In [54]:
import json, nlp
import tensorflow as tf
import numpy as np
from contextlib import closing
from collections import Counter, Iterable
from gensim.models import KeyedVectors

from platform import python_version
print('Seed:', SEED)
print('Python:', python_version())
print('TensorFlow:', tf.__version__)

Seed: 764
Python: 3.5.4
TensorFlow: 1.4.0


## Data Analysis

In [38]:
class Metrics(ProgressTracker):
    '''
    TODO
    average utt per dial
    average word per utt
    total utt
    total word
    unique word
    '''
    def __init__(self, num_classes, label_name, ignore_negative=False, rate=1000, total=None):
        super().__init__(rate, total)
        self.num_classes = int(num_classes)
        self.label_name = label_name
        self.ignore_negative = ignore_negative
        self._baseline = 0
        self._distribution = Counter()
        self._vocabulary = Counter()
        self._frequencies = Counter()
       
    def __repr__(self):
        return str(self.rate)
   
    def __call__(self, sample=None, done=False):
        if not sample or done:
            super().__call__(True)
            print('Dialogues:', self.__len__())
            print('Utterances:')
            print('Words:')
            print('Vocabulary size:', len(self.vocabulary))
            print('Most common words:', dict(self.vocabulary.most_common(5)))
            print('Baseline accuracy: %.2f%%' % (self.baseline*100))
            print('Class distribution:', dict(self.distribution.most_common()))
            print('Frequencies distribution:', dict(self.frequencies.most_common(10)))
        else:
            super().__call__(False)
            self._distribution[sample[self.label_name]] += 1
            for k, v in sample.items():
                if self.ignore_negative and sample[self.label_name] == 0:
                    continue
                if k != self.label_name:
                    for i in self.flatten(v):
                        self._vocabulary[i] += 1
   
    def flatten(self, l):
        non_iterable = (str, bytes, int)
        if isinstance(l, non_iterable):
            yield l
        else:
            for el in l:
                if isinstance(el, Iterable) and not isinstance(el, non_iterable):
                    yield from self.flatten(el)
                else:
                    yield el
   
    @property
    def vocabulary(self):
        return self._vocabulary
   
    @property
    def distribution(self):
         return self._distribution
    
    @property
    def baseline(self):
        if not self._baseline:
            self._baseline = sum(v**2 for _,v in self.distribution.items())/self._counter
        return float(self._baseline)/float(self._counter)
    
    @property
    def frequencies(self):
        if not self._frequencies:
            for k, v in self._vocabulary.items():
                self._frequencies[v] += 1
        return self._frequencies
            
    def __len__(self):
        return self._counter
    
    def graphs():
        # prints graphs of word distribution, freq of freq, class distribution
        pass

## Data Conversion

In [90]:
class RecordWriter:
    '''
    A class wraper to write data into tfrecord shards.
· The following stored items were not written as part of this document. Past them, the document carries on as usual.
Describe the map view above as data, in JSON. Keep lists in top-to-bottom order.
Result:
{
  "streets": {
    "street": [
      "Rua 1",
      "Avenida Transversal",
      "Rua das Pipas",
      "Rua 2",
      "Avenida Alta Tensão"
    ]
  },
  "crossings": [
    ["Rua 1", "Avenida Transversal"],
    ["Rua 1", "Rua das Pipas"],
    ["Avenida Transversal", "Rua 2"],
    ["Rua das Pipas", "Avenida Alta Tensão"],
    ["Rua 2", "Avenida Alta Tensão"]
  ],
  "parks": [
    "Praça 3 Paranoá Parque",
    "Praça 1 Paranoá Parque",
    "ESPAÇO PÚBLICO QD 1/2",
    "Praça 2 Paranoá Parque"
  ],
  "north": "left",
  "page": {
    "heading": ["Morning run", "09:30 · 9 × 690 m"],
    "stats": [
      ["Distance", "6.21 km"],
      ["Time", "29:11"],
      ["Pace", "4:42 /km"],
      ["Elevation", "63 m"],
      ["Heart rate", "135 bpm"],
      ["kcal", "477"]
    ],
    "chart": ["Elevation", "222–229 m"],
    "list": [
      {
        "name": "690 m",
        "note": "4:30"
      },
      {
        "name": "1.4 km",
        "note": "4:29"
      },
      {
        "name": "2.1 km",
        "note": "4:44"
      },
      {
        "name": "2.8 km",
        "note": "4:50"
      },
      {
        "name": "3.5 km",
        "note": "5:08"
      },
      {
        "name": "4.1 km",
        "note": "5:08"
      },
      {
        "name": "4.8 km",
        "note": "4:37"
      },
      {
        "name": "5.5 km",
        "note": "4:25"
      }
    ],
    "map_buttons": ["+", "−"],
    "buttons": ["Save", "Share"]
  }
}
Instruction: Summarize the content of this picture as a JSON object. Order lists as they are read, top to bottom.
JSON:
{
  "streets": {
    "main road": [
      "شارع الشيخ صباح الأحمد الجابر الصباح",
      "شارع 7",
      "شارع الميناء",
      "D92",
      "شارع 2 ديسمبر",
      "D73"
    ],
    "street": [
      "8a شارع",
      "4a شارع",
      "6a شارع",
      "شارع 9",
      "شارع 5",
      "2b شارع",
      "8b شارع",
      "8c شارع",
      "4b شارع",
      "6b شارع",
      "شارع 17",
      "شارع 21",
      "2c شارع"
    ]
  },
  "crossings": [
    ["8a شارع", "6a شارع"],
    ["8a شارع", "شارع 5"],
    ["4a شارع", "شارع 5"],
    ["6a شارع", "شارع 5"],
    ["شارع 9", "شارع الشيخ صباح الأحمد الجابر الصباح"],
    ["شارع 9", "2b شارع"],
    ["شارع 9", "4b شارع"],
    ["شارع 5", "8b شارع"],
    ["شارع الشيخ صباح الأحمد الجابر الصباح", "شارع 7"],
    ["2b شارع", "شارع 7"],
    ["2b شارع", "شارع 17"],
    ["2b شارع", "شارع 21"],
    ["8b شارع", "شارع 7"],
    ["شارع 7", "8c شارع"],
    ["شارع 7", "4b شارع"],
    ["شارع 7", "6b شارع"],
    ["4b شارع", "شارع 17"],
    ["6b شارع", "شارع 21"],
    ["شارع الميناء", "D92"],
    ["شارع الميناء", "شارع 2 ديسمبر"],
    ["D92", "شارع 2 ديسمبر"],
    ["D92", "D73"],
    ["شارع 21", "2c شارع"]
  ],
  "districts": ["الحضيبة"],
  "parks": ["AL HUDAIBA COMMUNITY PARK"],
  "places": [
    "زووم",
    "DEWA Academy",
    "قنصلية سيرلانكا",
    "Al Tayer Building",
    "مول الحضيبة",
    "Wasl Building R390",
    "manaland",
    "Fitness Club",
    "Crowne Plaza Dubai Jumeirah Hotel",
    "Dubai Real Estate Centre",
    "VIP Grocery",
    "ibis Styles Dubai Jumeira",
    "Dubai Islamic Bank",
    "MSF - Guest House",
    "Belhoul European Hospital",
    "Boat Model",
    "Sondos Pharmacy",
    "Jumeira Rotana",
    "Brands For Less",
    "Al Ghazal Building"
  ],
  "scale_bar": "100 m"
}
Note that
    currently tfrecord does not support appending. Therefore, the
    contextlib.closing() library is used to provide safe closing
    of file descriptors which stays open across method calls.
    Supports sharding and compression.{}
    '''
    def __init__(self, path, filename=None, shard_size=None, compression=None):
        self.path = path
        self.filename = filename if filename else 'shard'
        self.filename = self.path + '/' + self.filename
        self.shard_size = int(shard_size) if shard_size else 0
        self.compression = compression #TODO
        self.shards = 0
        self.counter = 0
        self.writer = None
        
    def __call__(self, features, labels):
        if self.counter == 0:    
            current_path = self.filename + '0.tfrecord'
            self.writer = tf.python_io.TFRecordWriter(current_path)
        elif self.shard_size and self.counter % self.shard_size == 0:
            self.shards += 1
            if self.counter != 0:
                self.writer.close()
                shard_counter = self.counter/self.shard_size
                current_path = self.filename + shard_counter + '.tfrecord'
                self.writer = tf.python_io.TFRecordWriter(current_path)
        
        self.tf_convert(features, labels)
        self.counter += 1

    
    def tf_convert(self, features, labels):
        '''
        Converts a single example into a tfrecord file.

        Parameters
        ----------
        features: dict of feature names and values
        labels: dict of class labels as int
        writer: a TFRecordWriter
        '''
        def wrap_int64(value):
            # Wrapper class labels
            return tf.train.Feature(int64_list=tf.train.Int64List(value=[value]))

        def wrap_bytes(value):
            # Wrapper for any feature data as byte type
            return tf.train.Feature(bytes_list=tf.train.BytesList(value=[value]))

        def serialize(data):
            # Wrap the data dict as TensorFlow Features.
            # Wrap again as a TensorFlow Example.
            # Serialize the data.
            feature = tf.train.Features(feature=data)
            example = tf.train.Example(features=feature)
            return example.SerializeToString()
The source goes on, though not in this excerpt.